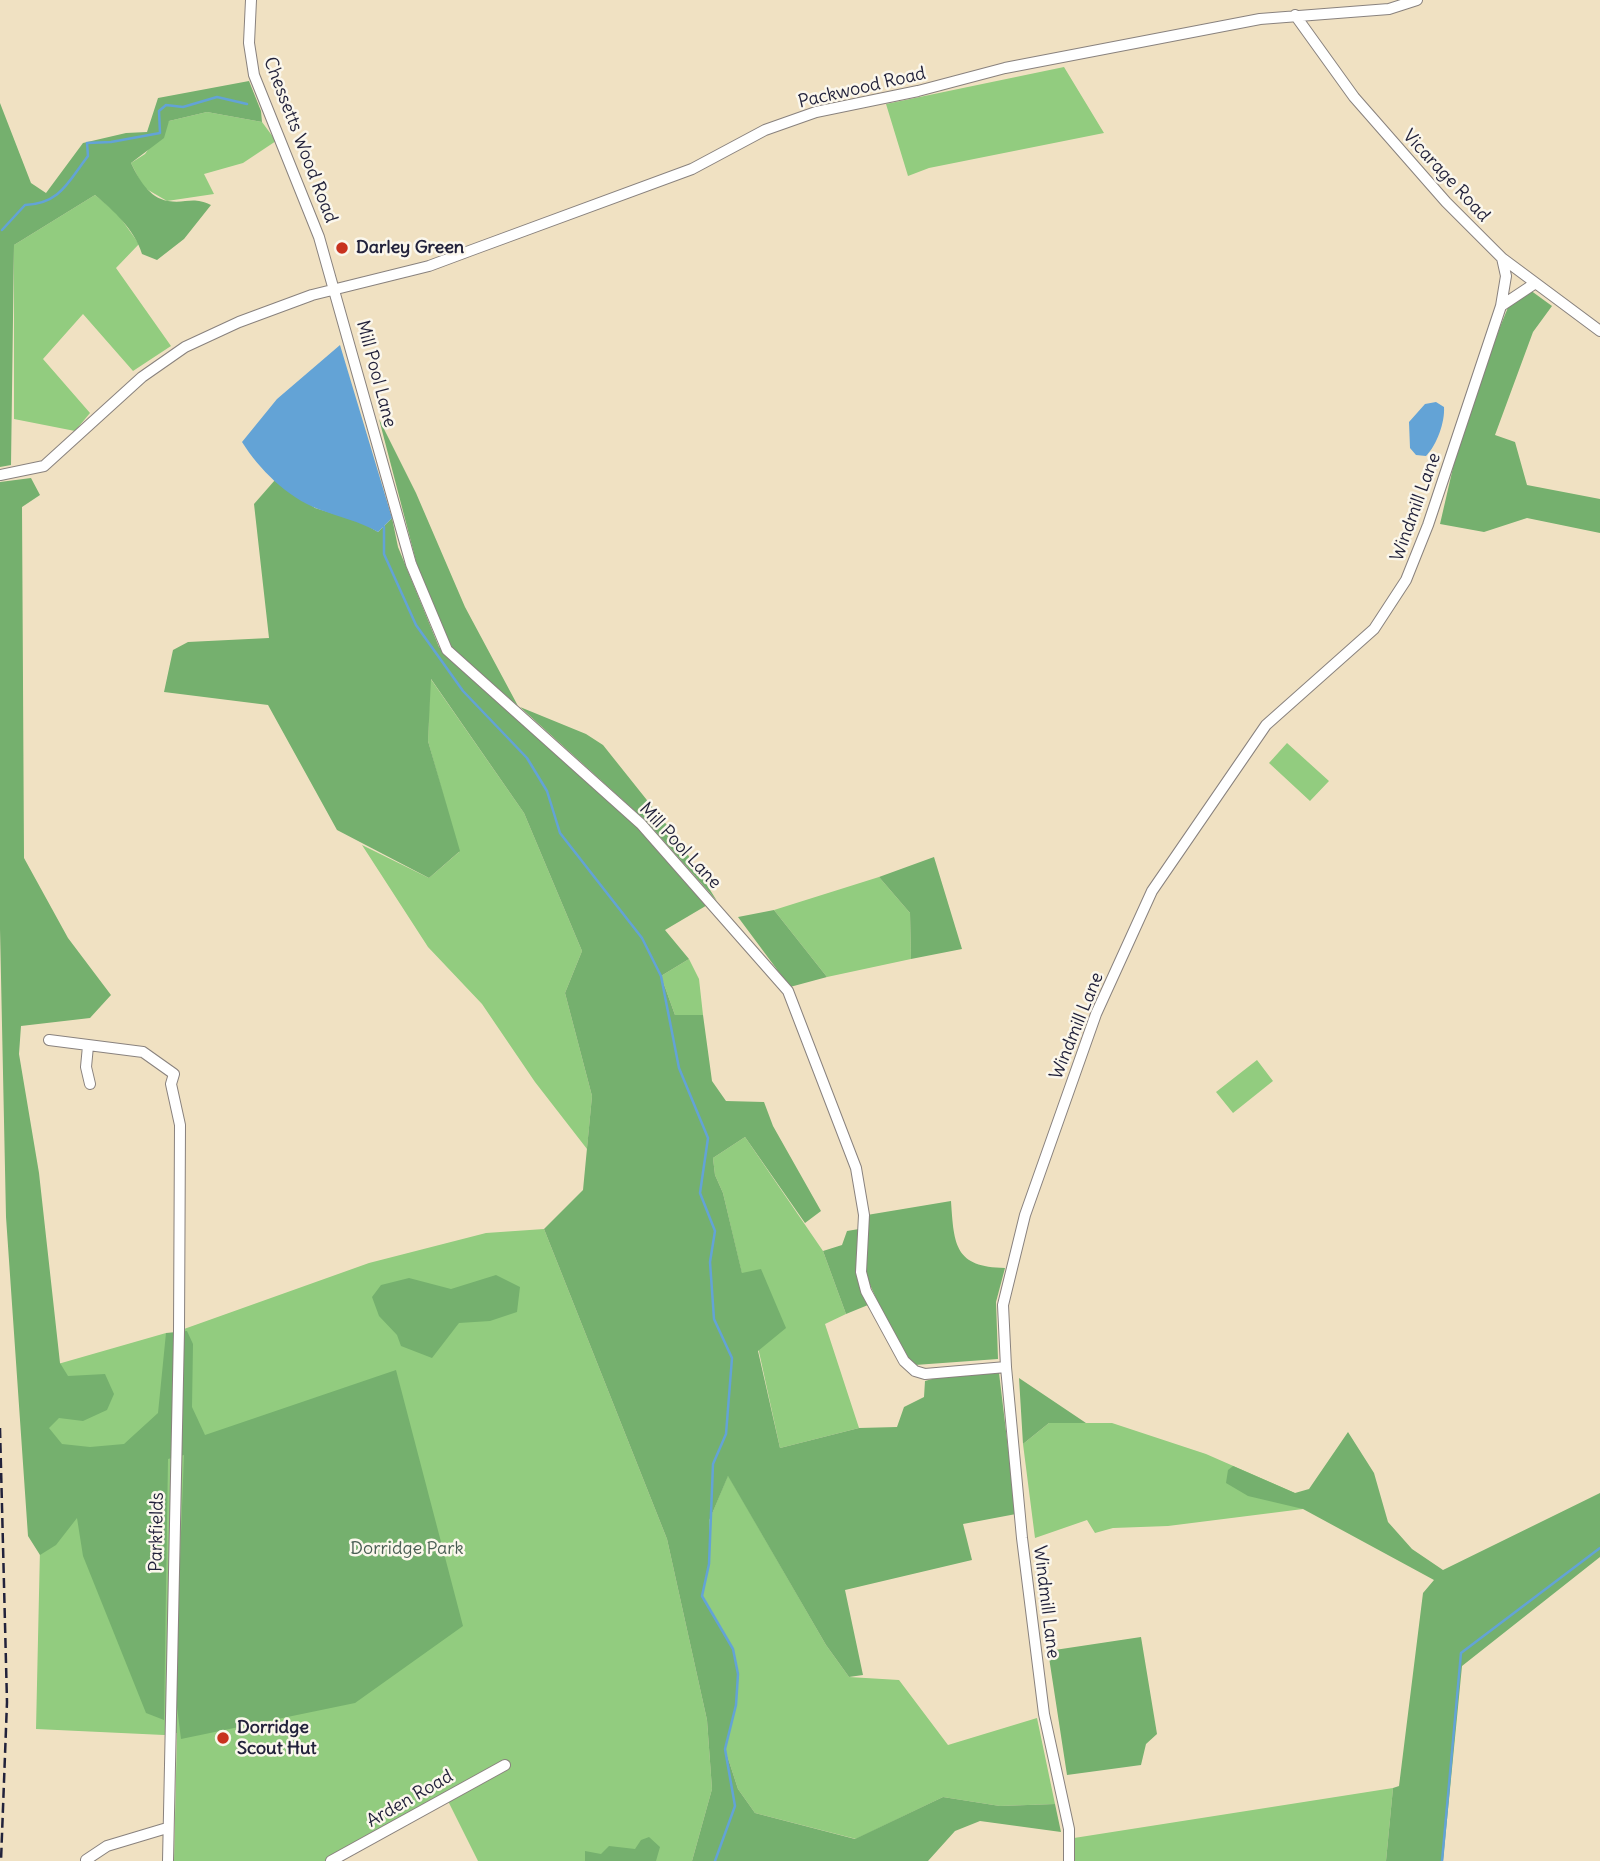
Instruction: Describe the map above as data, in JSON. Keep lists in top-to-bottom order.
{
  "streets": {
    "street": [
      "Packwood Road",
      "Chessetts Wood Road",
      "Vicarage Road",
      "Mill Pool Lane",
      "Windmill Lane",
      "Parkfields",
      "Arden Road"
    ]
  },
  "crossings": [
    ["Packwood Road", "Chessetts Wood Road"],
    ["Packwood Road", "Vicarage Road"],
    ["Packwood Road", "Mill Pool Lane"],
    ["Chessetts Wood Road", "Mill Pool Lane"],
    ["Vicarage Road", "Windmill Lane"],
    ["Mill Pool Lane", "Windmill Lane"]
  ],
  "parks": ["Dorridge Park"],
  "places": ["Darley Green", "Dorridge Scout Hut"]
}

______

## Problem details
Return the listing verbatim, pictures omitted.

## Reply
Instruction: Describe the map above as data, in JSON. Keep lists in top-to-bottom order.
{
  "streets": {
    "street": [
      "Packwood Road",
      "Chessetts Wood Road",
      "Vicarage Road",
      "Mill Pool Lane",
      "Windmill Lane",
      "Parkfields",
      "Arden Road"
    ]
  },
  "crossings": [
    ["Packwood Road", "Chessetts Wood Road"],
    ["Packwood Road", "Vicarage Road"],
    ["Packwood Road", "Mill Pool Lane"],
    ["Chessetts Wood Road", "Mill Pool Lane"],
    ["Vicarage Road", "Windmill Lane"],
    ["Mill Pool Lane", "Windmill Lane"]
  ],
  "parks": ["Dorridge Park"],
  "places": ["Darley Green", "Dorridge Scout Hut"]
}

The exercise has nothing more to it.